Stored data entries
::::
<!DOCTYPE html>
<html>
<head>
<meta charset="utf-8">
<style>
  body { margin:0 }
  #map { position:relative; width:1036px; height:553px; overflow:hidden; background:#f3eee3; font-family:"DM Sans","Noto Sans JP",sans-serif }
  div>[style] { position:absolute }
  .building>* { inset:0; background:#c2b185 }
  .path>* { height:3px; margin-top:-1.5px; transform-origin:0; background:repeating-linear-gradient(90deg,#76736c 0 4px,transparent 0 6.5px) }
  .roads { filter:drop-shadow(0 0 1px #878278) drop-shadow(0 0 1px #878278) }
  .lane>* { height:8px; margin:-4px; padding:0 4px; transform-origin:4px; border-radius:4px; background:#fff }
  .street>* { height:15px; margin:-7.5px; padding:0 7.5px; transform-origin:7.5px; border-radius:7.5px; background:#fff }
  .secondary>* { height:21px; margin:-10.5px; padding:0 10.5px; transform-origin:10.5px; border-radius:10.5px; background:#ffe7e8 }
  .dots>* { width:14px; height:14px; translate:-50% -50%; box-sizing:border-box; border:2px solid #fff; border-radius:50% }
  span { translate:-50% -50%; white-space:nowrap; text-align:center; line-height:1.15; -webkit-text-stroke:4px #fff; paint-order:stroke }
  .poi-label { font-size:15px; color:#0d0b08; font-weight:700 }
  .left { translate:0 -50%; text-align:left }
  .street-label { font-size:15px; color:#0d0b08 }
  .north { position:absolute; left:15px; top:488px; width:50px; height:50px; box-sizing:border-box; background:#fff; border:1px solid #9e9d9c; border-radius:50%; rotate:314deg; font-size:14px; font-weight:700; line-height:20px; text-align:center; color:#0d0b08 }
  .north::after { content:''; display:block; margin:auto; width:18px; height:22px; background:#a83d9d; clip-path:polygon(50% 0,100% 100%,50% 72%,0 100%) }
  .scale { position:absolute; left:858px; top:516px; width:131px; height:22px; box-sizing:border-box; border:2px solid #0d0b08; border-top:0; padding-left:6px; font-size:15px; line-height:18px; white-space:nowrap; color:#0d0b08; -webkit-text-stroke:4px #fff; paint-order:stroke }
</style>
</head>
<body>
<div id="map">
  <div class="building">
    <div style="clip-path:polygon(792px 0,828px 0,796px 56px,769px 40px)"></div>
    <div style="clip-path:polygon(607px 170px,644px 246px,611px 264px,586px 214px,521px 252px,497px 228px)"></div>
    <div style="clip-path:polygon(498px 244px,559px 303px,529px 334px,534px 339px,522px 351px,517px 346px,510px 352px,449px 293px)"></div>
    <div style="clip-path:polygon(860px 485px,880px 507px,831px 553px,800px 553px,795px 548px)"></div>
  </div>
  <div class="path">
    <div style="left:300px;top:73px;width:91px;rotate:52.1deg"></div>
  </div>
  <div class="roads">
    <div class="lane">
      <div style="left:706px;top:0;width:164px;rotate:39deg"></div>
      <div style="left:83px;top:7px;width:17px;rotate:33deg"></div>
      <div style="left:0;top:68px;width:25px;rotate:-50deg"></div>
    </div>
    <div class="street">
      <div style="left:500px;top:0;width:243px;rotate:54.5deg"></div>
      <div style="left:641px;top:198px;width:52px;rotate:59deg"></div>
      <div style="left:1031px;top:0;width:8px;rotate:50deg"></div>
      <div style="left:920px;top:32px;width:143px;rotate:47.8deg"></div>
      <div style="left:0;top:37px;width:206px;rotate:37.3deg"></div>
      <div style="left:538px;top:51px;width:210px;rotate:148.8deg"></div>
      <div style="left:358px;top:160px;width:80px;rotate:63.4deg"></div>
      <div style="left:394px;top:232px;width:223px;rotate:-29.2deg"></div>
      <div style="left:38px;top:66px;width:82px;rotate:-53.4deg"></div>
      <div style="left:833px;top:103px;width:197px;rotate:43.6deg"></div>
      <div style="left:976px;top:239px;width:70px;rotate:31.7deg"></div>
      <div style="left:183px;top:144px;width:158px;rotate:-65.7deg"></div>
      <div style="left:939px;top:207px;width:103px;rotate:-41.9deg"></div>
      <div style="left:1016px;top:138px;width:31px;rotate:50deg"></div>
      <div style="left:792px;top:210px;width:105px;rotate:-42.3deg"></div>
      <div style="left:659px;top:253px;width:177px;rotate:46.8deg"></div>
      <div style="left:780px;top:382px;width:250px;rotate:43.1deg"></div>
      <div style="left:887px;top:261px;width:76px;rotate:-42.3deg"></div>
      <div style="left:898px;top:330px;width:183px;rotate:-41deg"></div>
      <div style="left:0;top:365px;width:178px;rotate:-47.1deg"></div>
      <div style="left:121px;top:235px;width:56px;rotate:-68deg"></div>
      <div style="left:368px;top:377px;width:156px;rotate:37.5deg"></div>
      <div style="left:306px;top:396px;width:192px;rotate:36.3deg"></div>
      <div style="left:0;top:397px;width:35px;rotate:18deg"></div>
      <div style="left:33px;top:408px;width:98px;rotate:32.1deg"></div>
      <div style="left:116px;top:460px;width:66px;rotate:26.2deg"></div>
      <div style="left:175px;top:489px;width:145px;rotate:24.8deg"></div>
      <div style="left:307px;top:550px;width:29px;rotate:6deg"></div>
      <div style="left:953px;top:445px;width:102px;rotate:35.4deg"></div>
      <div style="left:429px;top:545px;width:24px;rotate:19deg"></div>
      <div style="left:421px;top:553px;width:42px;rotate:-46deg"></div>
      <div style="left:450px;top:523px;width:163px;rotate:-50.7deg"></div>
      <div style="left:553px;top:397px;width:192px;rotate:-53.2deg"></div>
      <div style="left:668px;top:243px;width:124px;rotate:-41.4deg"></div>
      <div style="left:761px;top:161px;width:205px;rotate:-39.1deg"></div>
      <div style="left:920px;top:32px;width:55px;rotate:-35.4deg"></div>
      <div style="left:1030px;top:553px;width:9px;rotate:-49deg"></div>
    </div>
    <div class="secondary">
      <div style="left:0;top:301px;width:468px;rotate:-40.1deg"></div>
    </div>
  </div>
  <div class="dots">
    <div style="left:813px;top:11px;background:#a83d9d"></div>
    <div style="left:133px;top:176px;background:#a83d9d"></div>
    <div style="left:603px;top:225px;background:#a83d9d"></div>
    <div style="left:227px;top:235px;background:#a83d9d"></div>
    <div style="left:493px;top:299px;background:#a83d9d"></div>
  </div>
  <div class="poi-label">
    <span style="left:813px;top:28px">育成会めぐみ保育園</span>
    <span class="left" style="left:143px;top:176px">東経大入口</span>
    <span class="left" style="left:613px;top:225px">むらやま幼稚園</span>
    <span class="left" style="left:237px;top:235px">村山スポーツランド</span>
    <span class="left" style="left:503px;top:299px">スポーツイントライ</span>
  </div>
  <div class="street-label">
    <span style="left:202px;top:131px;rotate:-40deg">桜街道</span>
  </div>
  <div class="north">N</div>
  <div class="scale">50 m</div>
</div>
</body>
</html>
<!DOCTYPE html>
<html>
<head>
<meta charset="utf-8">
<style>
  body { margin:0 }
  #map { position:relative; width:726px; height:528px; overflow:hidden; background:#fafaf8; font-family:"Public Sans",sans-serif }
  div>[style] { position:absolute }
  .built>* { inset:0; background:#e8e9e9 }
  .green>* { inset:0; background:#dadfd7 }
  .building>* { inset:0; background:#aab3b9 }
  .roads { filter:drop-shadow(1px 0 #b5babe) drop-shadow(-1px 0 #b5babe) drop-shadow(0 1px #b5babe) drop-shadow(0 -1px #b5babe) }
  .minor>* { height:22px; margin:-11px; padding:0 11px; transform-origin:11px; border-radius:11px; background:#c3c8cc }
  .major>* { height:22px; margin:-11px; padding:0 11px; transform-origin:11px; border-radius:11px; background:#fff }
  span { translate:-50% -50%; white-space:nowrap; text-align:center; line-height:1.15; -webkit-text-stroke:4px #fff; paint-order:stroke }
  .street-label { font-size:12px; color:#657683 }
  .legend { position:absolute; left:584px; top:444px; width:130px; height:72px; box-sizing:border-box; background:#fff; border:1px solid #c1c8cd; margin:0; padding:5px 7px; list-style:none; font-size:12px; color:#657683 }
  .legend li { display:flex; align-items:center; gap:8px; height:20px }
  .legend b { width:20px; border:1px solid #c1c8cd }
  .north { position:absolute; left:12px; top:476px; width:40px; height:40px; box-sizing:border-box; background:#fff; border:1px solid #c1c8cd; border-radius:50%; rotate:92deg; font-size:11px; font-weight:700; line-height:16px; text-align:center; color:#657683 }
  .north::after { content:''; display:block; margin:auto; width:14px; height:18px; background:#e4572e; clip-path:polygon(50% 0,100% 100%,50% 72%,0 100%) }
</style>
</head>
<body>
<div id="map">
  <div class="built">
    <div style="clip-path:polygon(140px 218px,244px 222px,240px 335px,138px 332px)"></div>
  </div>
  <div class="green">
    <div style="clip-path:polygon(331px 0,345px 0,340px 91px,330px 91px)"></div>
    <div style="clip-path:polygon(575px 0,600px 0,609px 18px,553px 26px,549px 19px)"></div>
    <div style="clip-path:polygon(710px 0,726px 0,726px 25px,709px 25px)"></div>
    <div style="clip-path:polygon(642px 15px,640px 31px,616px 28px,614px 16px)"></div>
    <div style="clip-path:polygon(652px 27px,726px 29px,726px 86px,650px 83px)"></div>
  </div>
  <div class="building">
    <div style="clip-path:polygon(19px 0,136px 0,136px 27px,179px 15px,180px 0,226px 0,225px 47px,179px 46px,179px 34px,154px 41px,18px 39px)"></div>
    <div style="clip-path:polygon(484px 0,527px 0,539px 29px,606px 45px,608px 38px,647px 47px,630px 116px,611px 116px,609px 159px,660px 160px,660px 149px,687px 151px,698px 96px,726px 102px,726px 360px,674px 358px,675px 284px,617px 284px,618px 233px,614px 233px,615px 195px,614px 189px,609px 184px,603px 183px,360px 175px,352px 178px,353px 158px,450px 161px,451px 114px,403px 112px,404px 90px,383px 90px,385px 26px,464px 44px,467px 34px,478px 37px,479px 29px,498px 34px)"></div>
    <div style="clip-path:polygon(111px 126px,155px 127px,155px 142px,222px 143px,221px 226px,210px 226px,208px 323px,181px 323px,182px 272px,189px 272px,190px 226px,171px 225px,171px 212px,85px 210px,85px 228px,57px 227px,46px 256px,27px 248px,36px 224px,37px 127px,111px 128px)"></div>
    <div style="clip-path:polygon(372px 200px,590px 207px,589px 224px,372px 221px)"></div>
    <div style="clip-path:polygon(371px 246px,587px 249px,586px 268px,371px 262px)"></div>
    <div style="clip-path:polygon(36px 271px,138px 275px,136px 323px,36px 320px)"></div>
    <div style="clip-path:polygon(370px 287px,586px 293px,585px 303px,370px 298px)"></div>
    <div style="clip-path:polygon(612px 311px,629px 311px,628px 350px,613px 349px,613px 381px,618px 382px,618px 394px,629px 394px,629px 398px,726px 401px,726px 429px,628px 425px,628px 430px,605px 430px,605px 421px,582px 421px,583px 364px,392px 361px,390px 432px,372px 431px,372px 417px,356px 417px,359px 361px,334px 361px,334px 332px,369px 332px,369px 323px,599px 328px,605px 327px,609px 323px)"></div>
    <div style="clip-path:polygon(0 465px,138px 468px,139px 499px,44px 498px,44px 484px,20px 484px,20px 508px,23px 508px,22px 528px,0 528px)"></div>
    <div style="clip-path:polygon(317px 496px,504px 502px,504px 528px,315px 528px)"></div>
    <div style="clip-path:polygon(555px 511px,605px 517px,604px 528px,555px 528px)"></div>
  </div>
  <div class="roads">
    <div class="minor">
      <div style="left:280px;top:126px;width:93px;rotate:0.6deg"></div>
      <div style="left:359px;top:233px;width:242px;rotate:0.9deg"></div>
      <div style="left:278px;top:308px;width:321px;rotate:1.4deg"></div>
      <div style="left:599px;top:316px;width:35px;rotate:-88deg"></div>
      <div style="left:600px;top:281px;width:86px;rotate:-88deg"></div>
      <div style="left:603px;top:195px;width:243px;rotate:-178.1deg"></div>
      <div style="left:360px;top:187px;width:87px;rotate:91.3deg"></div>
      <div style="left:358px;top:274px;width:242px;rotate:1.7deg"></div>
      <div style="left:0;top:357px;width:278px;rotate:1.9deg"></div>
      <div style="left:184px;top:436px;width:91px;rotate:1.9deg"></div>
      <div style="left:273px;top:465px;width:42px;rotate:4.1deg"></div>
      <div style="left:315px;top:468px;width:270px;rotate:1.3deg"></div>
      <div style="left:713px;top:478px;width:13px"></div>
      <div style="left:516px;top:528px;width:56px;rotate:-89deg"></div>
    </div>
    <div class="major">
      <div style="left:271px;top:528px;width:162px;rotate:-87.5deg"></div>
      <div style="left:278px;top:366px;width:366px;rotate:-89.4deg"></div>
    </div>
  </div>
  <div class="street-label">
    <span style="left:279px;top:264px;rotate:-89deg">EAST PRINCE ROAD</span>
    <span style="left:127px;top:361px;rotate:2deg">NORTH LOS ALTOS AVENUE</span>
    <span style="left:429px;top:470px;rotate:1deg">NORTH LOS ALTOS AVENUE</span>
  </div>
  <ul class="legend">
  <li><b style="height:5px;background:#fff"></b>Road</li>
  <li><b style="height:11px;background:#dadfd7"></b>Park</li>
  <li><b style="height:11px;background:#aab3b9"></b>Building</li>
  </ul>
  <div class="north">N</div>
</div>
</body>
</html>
::::
Among the lines above, find the ones containing "family" and copy them.

  #map { position:relative; width:1036px; height:553px; overflow:hidden; background:#f3eee3; font-family:"DM Sans","Noto Sans JP",sans-serif }
  #map { position:relative; width:726px; height:528px; overflow:hidden; background:#fafaf8; font-family:"Public Sans",sans-serif }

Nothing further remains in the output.